ステロイド外用剤の使用による皮疹の改善と中止による再発を繰り返すうちに,患者が不信感を持ち,ステロイド外用剤に嫌悪感を募らせることも少なくない。
ステロイド外用剤は基剤の違いを理解し、軟膏、クリーム、ローション、テープ剤をケースバイケースで用いる
。軟膏は痂皮、びらんなどを含めて適応範囲が広いが、べたつく。クリーム剤はベタツキが少ないが、皮膚を乾燥させるので、冬季は避けたい。ローションは有毛部の病変に適している。テープ剤は苔癬化病変や亀裂性病変などに適している。
外用回数は状態がよければ1日1回でよい。副作用を予防するためにも1日5~10g程度ステロイド外用剤を続けて30日以上使用することは避けるべきである。ステロイド外用剤の副作用として、ステロイド痙瘡、ステロイド潮紅、皮膚萎縮、多毛、細菌・真菌・ウイルス皮膚感染症などがある。
なお、顔面は酒サ様皮膚炎などの副作用が出やすいので、ステロイド軟膏は使用しないでタクロリスム軟膏が好ましい。
ⅱ)内服療法
痒み止めとして抗ヒスタミン剤を服用するが、ステロイド剤の内服に関しては否定的な意見が多い。
私は重症の成人アトピー性皮膚炎に対しては短期間のステロイド剤内服がよいと考える。
一時的ではあるが炎症が抑えられ皮疹が改善し、バリア機能が回復すれば、精神的にも落ち着き、ステロイド軟膏の使用も減り、スキンケアの改善が期待できる。
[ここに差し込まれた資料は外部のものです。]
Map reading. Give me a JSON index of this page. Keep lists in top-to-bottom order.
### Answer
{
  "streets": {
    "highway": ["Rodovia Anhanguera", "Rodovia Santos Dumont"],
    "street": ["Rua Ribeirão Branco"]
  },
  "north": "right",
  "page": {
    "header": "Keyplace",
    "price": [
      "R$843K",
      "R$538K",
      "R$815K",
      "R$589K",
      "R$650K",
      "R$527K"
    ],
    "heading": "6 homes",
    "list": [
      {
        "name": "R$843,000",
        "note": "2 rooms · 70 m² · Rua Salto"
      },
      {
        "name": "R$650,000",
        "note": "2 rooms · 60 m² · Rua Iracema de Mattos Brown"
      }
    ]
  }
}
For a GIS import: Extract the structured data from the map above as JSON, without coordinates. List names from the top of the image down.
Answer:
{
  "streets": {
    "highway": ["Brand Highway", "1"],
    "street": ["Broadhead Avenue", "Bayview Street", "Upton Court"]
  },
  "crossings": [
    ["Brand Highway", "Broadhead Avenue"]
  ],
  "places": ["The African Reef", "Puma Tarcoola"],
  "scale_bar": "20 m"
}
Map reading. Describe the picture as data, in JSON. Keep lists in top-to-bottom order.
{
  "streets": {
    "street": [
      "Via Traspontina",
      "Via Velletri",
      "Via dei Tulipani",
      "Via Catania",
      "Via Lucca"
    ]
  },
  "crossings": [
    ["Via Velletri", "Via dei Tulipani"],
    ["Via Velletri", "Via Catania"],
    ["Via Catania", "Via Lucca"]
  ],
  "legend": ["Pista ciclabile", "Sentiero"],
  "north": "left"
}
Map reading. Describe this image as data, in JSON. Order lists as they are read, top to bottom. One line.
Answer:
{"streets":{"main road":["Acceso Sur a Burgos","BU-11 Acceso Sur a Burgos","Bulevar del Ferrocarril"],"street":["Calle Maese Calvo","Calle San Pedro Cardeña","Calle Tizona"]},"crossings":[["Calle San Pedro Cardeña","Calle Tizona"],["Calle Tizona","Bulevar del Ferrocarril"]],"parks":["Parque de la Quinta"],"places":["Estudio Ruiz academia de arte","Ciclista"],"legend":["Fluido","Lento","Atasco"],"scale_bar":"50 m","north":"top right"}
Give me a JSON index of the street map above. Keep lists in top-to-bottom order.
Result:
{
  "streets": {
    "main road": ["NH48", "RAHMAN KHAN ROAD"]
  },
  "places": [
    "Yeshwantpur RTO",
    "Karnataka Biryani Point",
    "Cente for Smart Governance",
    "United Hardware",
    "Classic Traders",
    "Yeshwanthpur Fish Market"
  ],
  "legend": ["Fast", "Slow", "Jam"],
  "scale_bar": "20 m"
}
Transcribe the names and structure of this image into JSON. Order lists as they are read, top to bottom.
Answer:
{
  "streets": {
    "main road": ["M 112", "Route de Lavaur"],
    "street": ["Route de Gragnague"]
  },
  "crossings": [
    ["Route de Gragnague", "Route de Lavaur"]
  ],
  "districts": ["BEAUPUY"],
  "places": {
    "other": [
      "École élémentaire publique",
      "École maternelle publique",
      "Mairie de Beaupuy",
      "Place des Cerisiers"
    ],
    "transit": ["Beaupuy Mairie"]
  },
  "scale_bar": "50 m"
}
アトピー性皮膚炎の患者は医師にたいする不信感(対症療法への不満)が強くステロイド外用剤のみならず,他の内服薬や注射による治療も嫌がる傾向がある。一時的にせよ内服により皮膚炎がよくなる事を示してやることが大切で、ステロイド軟膏を減らして保湿剤などのスキンケア、抗ヒスタミン剤などで治療しましょうと納得させるのがベターと思う。
短期間の内服では副作用もなく、リバウンドもない。
b)バリア機能の低下に対するスキンケア
乾燥およびバリア機能の低下に対して、保湿剤などでスキンケアを行う。保湿剤としては、保湿作用を有する尿素軟膏、ヘパリン類似物質含有製剤(ヒルドイドソフトクリーム)や皮膚の保護を目的とする白色ワセリン、ビタミンA含有軟膏(ザーネ軟膏)などがある。
非ステロイド系消炎剤の外用剤(NSAID外用剤)は、保湿剤としてではなく顔面や炎症の程度が軽度な場合に用いられるが、抗炎症作用は弱く、逆に接触皮膚炎を生じることもある。
以上のように、薬物療法としては、①ステロイド外用剤、②抗ヒスタミン薬、③保湿剤の外用を組み合わせる。